Phillip Campey joint owner of Feet First Dive Shop Nelson Bay, told Bay News Of The Area,“This particular area is a migratory path of whales and their calves using Broughton Island as a marker.”
“Last Saturday we had 17 sets of mothers and their calves in that area between Cabbage Tree Island and Broughton Island,” Mr Campey said.
This same area supports a huge dolphin population, turtles and blue penguins as well as a seal colony on Cabbage Tree Island.
The site is directly adjacent to some of the best dive sites in the area, including Broughton Islands ‘Looking Glass dive site’.
“There must be some kind of financial gain to someone to allow the project to go ahead under an old EIA that was given for a smaller and much older snapper farm many years ago,” Trudie Blackett co owner of Feet First Dive Shop said.

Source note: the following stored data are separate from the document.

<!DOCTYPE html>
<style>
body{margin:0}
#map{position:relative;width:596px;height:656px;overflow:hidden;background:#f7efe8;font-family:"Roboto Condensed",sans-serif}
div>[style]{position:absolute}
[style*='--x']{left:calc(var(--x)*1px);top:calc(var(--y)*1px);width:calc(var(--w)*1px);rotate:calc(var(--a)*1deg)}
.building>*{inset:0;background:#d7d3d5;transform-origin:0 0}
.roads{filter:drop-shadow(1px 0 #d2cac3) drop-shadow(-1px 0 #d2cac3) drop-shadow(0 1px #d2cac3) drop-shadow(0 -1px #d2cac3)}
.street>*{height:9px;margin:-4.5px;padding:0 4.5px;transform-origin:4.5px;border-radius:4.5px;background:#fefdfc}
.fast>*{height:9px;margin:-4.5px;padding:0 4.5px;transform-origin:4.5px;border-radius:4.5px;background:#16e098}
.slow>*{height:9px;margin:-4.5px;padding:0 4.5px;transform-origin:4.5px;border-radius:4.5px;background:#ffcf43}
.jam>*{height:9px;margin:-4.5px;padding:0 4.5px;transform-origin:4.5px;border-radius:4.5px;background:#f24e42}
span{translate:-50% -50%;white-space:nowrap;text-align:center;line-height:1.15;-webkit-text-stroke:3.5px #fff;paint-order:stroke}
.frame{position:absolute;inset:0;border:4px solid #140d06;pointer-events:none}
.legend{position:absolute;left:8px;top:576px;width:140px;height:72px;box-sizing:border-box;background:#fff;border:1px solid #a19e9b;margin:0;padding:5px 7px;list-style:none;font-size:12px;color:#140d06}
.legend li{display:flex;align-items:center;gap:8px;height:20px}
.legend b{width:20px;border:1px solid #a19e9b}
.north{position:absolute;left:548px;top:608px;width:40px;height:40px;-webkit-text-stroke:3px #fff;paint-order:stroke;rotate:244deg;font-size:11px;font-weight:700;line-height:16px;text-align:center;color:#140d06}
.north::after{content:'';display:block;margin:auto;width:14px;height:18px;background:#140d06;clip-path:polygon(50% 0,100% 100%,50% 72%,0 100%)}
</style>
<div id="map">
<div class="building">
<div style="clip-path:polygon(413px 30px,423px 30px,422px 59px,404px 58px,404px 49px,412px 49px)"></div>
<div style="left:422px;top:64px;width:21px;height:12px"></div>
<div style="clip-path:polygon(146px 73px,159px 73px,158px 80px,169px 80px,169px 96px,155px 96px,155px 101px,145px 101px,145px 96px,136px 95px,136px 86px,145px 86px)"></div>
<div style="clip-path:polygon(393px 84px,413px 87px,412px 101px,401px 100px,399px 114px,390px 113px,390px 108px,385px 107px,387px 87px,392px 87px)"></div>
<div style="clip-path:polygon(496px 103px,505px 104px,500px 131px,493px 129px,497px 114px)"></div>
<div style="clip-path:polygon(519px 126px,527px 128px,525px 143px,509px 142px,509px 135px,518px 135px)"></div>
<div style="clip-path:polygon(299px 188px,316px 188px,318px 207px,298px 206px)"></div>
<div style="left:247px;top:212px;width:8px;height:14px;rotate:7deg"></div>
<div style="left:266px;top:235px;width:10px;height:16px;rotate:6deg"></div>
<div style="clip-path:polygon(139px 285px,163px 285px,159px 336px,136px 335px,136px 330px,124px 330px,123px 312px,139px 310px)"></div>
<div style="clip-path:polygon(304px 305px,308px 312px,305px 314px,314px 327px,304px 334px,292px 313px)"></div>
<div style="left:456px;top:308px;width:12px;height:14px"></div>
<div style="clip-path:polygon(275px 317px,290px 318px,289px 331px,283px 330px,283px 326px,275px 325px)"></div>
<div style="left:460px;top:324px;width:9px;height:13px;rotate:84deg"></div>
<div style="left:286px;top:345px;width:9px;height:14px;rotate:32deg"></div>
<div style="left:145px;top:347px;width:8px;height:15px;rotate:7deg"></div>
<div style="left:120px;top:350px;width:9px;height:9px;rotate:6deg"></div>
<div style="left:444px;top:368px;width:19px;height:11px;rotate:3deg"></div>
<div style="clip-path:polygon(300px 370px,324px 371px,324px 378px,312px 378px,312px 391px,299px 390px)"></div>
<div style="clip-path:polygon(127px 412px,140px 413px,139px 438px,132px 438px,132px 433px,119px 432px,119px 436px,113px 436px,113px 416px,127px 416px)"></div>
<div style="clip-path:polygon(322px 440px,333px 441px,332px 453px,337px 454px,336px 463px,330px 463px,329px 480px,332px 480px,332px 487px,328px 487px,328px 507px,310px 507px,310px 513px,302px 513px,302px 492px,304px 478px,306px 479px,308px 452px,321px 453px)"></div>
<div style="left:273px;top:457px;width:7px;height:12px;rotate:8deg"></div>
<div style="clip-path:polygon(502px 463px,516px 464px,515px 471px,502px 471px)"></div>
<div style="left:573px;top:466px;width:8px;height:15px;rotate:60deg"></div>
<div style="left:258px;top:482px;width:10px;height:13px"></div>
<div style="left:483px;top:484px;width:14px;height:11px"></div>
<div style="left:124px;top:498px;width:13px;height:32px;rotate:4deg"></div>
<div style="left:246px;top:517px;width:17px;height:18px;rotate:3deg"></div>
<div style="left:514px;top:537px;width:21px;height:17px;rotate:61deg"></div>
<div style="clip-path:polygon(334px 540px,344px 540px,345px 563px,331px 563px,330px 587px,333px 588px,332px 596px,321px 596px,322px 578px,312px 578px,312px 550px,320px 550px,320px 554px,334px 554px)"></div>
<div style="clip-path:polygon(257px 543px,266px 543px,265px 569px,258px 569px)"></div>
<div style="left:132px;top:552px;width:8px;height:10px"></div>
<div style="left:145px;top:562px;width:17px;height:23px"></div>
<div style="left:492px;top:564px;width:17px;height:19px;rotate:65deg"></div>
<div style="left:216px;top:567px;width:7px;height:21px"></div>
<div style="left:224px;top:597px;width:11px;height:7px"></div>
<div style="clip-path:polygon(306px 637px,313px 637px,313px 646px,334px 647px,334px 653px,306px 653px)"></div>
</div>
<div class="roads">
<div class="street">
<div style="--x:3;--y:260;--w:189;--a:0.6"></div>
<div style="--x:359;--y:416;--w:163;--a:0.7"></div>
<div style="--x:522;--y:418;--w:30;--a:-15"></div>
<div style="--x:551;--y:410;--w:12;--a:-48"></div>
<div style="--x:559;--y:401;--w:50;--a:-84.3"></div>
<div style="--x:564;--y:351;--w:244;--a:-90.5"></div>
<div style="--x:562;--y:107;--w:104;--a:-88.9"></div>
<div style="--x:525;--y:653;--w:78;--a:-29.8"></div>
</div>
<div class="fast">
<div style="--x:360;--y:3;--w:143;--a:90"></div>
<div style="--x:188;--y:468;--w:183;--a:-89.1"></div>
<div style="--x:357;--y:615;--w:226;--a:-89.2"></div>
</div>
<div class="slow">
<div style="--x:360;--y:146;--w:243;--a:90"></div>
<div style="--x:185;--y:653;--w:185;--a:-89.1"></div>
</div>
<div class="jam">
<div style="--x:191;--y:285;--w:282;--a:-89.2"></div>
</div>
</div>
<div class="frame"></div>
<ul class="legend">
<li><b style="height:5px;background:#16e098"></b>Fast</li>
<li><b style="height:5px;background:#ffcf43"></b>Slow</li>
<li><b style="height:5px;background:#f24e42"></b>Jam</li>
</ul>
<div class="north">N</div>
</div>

“The Huon / DPI farm is in a different location, is a different size and a different fish to the previous Snapper Farm and it is unbelievable that a new EIA wasn’t needed,” Ms Blackett said.
Last week a whale was caught in one of the mooring lines in the Huon Aquaculture lease and was videoed and photographed by Imagine Cruise owner Bronny Starling.
A spokesman for the DPI strongly denied this claim believing that the whale was entrapped in net lines from another source.
Another concern that the protesters have is that this area is prime grey nurse shark territory.
“The excess feed and faecal fall out will collect under the pens and be swept into the general area by currents,
affecting the water quality, visibility and force dolphins, grey nurse sharks and the other sea mammals to search for food in alternative locations,” Phillip Campey said.